Dès que Lavrenti Beria[xv] devint secrétaire du parti communiste de Géorgie en 1931, l’Abkhazie fut rattachée à la Géorgie dont elle devint une république autonome. Commença alors ce que les Abkhazes qualifièrent de « géorgianisation » de leur pays, avec notamment l’interdiction de la langue abkhaze qui appartient au groupe caucasique du Nord-Ouest[xvi] dont les peuples de tradition musulmane sunnite ont longtemps été connus sous le nom de Circassiens. En outre, la nouvelle politique migratoire mise en place sous Beria entraîna une forte immigration en provenance de l’ouest de la Géorgie, en particulier de Mingrélie[xvii] - région côtière au sud de l’Abkhazie -, et s’accompagna de mesures de restriction de la représentation abkhaze dans l’administration de la république autonome.

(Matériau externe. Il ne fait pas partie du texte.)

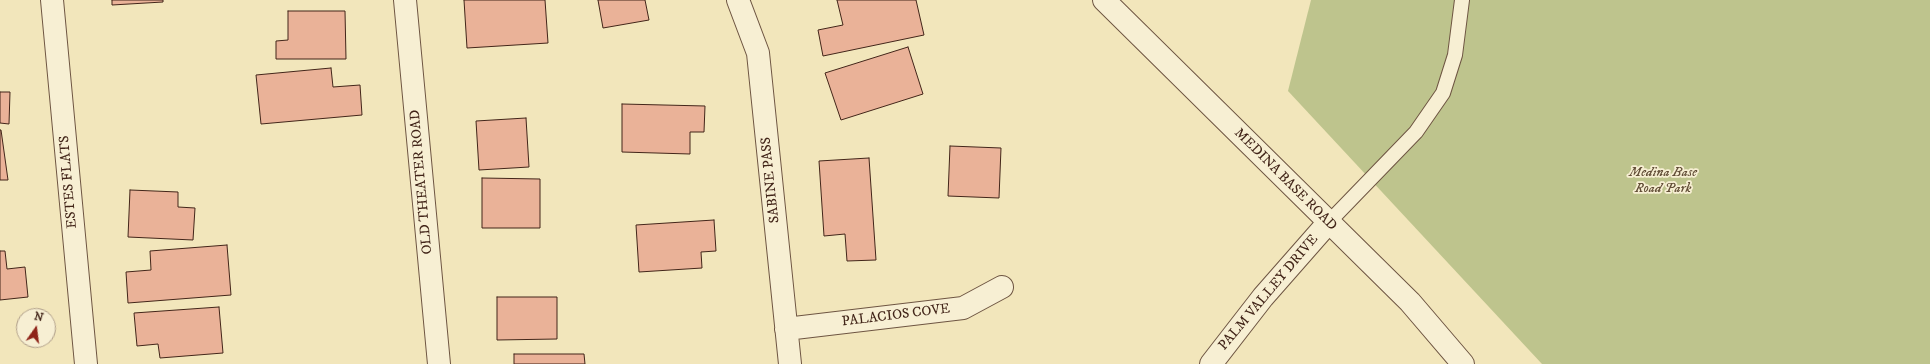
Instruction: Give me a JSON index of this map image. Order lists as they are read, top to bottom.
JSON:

Puis l’essor des mouvements de libération en Transcaucasie fut favorisé par la dynamique libérale initiée sous Gorbatchev[xviii]. Dans ce contexte, la répression par les troupes soviétiques des manifestations populaires pour la souveraineté de la Géorgie sur l’ensemble des territoires de la république socialiste soviétique, lors de laquelle dix-neuf personnes furent tuées à Tbilissi en avril 1989, déclencha la dérive nationaliste de la société géorgienne. Dans le prolongement de ces événements, des affrontements armés éclatèrent en juillet 1989 en Abkhazie entre Géorgiens et Abkhazes à propos de l’ouverture programmée à Soukhoumi d’une branche de l’université d’Etat de Tbilissi, lors desquels vingt-deux personnes trouvèrent la mort. Un Programme d’Etat pour la langue géorgienne fut voté dans la foulée sans évoquer les langues minoritaires. Ainsi, des tests obligatoires en langue et en littérature géorgiennes furent introduits pour les candidats à l’entrée dans la plupart des établissements d’enseignement supérieur. Le géorgien devint alors la seule langue officielle pour l’ensemble des territoires. Cependant dans leur grande majorité, les minorités nationales qui peuplent densément les régions situées aux extrémités de la Géorgie, aux frontières de leur zone ethnolinguistique parente[xix], ne connaissent pas le géorgien. En dehors de leur langue natale, elles utilisent le russe qui obtint le statut de langue des relations interethniques en 1978. Les non-Géorgiens se sentirent donc menacés par cette nouvelle législation qui ne reconnaissait pas leurs droits culturels. Ce dernier épisode du conflit linguistique délétère entre Tbilissi et les minorités nationales de Géorgie eu une incidence irrémédiable sur leurs relations déjà très tendues.

 

Les guerres en Géorgie dans l’immédiat postcommunisme 

Dans la foulée de l’adoption de cette loi-programme sur la langue en août 1989, le Front populaire d’Ossétie du Sud, venant alors d’accéder au pouvoir, décida d’octroyer à la région le statut de république autonome de Géorgie. En réponse à l’annulation de cette décision par Tbilissi qui provoqua des affrontements à Tskhinvali[xx], l’Ossétie du Sud proclama son indépendance en 1990. Quand le Soviet suprême géorgien eut dissous la région autonome, le conflit entra dans sa phase armée. Il s'acheva par un cessez-le-feu en 1992 et par le déploiement de forces mixtes russe, ossète et géorgienne de maintien de la paix, aujourd’hui extrêmement contestées par le pouvoir géorgien. L’Ossétie du Sud est depuis 1992 une république indépendante de fait.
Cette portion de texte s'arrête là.